Per Deadline’s report, A24 is circling Tony and has entered negotiations to collaborate with STE for the second time this year. Between Moonlight, Uncut Gems and Everything Everywhere All at Once, the studio has become renowned for its raw style and devotion to character personalism. “They just have a really incredible ability to identify the zeitgeist before everybody else has,” The Farewell director, Lulu Wang told The Guardian last year. “They set the trend.”

Dominic Sessa as Angus Tully in The Holdovers (2023)
The Holdovers

Though A24 has yet to acquire the Bourdain package, the company’s joint work on Star Entertainment’s Eternity is promising. More promising still is that they’ve already begun assembling a film crew. A24 has reportedly approached Matthew Miller, the creative force behind BlackBerry to direct the picture. He’d be joined by his co-writer, Matthew Johnson, who would work alongside STE’s White brothers in producing the film. BlackBerry, a fictionalized dark comedy on the creation of the first mobile phone, was the most nominated film in the history of the Canadian Screen Awards.
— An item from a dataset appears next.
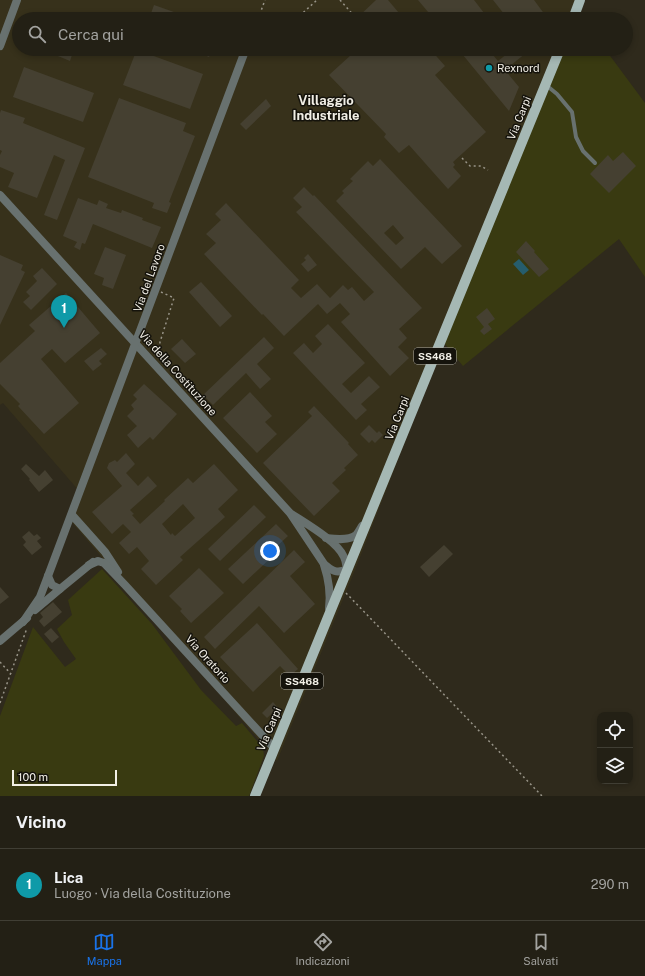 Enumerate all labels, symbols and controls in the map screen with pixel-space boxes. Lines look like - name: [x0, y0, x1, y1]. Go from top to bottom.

A24’s interest in both Johnson and Miller could suggest a similarly laugh-you-to-death pneuma for Tony

Lou Howe and Todd Bartels, a pair of Harvard grads with a handful of movie credits, co-wrote the film’s script.

For those unfamiliar, Bourdain was a New York chef who rose to prominence after his gritty, tell-all essays about the restaurant industry were published in The New Yorker. A year after his first piece was printed, he wrote the now-iconic Kitchen Confidential: Adventures in the Culinary Underbelly. The result was two decades of fame, as his ornate confessions, culinary talent and uncompromising anti-establishmentism made him an American icon. He committed suicide in 2018. At present, it is unclear what part of Bourdain’s life the new film will cover.

Neither A24 nor Star Entertainment was available for comment.